That number represents 86 more people without jobs, an increase from 1,108 people in February to 1,194 people in March. Routt’s unemployment rate in March 2009 was 6.2 percent. The figures are not adjusted for typical seasonal changes in employment.

The labor force also shrunk from February to March, dropping from 15,861 to 15,617 as the ski season wound down.

“I think that’s something to be expected,” said Brian Bradbury, an employment specialist with the Steamboat Springs branch of the Color­ado Workforce Center. “The end-of-season layoffs, there’s probably not a lot of surprises there.”

He said the Workforce Center still was seeing a steady flow of questions about unemployment. The federal government has passed jobs-related legislation — President Barack Obama signed an extension of jobless benefits Thursday — but Bradbury said it would take a while for federal benefits to trickle down to Colorado and Routt County.

He urged people who are unemployed to keep in touch with the Workforce Center.

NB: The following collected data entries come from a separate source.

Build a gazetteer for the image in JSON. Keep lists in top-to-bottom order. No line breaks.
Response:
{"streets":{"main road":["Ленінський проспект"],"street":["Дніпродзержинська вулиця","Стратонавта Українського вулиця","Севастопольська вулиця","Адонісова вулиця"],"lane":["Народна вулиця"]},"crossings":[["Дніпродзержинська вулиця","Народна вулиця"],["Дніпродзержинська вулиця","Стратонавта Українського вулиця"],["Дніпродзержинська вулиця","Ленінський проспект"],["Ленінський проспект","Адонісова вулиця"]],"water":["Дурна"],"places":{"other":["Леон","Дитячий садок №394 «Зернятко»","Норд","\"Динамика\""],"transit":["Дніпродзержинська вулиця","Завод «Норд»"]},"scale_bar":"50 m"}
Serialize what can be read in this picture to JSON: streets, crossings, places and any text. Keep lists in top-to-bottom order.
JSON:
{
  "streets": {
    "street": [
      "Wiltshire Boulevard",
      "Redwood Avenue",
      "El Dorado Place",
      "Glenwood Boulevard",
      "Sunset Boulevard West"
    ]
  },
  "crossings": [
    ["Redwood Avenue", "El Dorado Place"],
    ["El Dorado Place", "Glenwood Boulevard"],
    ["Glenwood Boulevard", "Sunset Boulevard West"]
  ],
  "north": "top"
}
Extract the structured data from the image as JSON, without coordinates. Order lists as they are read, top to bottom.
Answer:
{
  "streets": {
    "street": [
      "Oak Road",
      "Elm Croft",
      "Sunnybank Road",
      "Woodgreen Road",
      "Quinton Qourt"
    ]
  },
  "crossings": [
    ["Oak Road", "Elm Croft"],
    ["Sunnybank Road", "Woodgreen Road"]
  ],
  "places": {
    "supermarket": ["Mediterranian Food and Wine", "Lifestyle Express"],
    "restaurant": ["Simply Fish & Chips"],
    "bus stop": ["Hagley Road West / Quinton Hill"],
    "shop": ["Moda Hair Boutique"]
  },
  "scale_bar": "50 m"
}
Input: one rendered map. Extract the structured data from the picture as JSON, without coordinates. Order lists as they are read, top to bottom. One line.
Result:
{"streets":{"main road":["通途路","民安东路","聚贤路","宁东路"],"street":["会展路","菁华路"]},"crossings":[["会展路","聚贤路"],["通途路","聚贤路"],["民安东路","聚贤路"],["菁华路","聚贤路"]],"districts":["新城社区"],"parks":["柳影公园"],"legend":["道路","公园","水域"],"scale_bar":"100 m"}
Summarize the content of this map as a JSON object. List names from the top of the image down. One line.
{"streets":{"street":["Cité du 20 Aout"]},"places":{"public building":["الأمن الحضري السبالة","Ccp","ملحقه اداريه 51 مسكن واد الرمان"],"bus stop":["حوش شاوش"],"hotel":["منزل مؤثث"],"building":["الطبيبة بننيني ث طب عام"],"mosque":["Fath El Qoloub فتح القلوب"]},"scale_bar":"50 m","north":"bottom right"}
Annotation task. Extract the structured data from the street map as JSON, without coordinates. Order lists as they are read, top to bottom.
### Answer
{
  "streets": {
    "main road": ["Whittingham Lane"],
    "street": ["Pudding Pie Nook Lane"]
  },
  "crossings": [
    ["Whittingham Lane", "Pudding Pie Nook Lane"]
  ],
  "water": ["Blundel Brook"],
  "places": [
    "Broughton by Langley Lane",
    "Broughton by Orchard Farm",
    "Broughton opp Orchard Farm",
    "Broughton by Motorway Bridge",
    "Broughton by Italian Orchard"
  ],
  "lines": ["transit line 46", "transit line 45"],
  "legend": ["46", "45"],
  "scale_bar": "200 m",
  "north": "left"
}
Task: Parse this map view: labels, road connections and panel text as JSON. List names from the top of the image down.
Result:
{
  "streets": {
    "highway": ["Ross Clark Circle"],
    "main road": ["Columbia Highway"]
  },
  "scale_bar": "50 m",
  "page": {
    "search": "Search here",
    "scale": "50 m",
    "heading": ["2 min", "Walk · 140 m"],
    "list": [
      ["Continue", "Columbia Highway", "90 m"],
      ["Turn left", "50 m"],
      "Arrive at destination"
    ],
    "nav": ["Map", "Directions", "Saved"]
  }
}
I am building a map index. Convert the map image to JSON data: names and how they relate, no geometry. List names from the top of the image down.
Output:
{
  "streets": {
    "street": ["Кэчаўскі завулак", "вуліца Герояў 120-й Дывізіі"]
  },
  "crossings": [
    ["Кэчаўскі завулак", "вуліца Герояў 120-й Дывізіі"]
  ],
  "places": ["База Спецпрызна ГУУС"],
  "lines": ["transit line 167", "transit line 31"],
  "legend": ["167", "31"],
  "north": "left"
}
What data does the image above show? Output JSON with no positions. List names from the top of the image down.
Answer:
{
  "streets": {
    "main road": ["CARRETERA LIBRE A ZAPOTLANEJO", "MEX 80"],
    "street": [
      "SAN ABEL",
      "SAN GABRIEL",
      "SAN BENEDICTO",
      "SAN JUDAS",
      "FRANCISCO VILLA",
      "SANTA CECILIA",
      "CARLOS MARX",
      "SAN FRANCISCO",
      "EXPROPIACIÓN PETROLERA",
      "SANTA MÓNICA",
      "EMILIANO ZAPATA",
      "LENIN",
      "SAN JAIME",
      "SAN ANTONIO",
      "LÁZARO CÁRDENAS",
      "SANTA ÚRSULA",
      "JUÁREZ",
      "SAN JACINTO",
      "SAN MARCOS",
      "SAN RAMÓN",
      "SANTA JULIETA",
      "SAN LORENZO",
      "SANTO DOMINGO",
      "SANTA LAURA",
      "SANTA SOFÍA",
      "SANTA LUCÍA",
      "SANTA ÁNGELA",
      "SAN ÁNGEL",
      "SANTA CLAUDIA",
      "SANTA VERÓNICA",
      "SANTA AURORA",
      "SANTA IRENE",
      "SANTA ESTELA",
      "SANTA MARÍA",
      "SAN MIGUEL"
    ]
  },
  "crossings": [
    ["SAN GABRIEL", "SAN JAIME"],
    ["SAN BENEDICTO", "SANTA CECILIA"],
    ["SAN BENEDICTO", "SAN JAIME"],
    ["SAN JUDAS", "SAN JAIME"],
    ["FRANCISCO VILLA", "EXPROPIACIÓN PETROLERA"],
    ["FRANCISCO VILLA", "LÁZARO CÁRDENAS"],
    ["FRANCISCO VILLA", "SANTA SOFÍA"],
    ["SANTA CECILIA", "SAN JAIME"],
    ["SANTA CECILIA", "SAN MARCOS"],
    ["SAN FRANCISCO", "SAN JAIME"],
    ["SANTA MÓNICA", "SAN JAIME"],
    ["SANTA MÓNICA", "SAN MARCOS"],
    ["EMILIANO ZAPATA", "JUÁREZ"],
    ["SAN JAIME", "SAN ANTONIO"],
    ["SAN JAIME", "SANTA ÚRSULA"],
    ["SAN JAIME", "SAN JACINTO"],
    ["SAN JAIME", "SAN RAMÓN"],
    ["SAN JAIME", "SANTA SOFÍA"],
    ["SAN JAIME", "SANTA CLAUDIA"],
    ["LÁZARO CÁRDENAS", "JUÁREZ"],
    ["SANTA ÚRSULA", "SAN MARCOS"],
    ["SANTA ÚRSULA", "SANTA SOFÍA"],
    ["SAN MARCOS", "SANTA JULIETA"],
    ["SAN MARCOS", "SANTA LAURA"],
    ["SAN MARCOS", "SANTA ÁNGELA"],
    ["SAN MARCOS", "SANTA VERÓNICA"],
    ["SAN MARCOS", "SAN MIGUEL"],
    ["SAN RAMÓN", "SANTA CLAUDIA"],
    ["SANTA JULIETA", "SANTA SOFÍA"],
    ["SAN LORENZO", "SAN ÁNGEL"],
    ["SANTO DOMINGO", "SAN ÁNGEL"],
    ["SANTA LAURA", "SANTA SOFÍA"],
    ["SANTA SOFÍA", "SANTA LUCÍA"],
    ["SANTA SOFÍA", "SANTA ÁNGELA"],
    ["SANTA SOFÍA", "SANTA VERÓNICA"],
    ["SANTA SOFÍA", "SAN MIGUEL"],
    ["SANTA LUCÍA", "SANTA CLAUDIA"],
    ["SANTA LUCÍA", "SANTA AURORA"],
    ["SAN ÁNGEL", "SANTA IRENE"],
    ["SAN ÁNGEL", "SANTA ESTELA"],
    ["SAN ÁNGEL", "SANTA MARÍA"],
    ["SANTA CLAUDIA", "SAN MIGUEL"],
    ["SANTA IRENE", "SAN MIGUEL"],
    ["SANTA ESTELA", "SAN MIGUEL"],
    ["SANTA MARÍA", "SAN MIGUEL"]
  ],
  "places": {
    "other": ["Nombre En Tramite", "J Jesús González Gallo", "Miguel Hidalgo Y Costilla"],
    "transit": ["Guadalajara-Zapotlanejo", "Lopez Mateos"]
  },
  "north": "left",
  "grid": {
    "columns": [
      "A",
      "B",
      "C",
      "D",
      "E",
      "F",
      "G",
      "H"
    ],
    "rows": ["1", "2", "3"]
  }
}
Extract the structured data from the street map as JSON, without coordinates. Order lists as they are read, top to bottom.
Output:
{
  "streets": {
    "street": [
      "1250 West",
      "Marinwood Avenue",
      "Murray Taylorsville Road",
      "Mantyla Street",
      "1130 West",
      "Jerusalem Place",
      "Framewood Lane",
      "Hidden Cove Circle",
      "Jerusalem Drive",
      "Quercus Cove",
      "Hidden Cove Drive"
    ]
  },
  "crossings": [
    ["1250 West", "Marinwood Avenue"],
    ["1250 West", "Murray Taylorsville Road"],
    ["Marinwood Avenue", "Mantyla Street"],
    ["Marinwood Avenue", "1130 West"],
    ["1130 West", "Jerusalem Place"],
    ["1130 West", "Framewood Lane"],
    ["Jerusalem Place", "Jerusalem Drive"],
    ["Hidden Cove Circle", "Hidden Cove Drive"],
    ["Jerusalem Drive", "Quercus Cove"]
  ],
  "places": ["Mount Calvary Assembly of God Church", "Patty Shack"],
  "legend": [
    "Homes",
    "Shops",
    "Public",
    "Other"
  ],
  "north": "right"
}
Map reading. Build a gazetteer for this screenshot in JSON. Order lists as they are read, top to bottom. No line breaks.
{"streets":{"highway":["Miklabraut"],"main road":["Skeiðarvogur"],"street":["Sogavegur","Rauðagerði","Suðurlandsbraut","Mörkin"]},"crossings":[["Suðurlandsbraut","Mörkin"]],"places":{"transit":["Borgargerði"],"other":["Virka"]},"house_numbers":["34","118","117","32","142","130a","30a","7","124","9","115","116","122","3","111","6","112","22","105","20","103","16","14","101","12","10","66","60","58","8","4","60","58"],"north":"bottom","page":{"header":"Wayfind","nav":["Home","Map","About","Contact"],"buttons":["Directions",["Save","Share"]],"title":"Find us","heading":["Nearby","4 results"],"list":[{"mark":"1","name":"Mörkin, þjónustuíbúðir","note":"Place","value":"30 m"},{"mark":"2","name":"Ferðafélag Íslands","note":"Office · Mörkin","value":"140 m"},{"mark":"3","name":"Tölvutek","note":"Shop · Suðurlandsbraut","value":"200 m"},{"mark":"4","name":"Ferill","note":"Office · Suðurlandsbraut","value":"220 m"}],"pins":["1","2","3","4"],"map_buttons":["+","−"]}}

The number of jobs in Routt County has decreased year over year. In March 2009, 15,212 people were working. Last month, 14,423 people were working. That’s a decrease of 789 jobs, or 5 percent.

In Moffat County, unemployment increased from 9 percent in February to 9.4 percent in March, an increase from 807 people to 841 people. The rate in Moffat was 7.3 percent in March 2009.

Statewide, the seasonally adjusted unemployment rate increased 0.2 percentage points to 7.9 percent in March, according to Department of Labor and Employment figures.

“While results for March are mixed, the Colorado job market continues to stabilize,” department Director Donald Mares said in a news release. “Improving conditions are encouraging Coloradans to return to the labor force, contributing to the increase in the unemployment rate.”

Only people actively seeking work are counted in the unemployment figures.

The government sector added 5,300 jobs in March, compared with March 2009, which the state attributes to hiring for the 2010 Census and education. Jobs also increased 2,400 in education and health services, according to the state news release.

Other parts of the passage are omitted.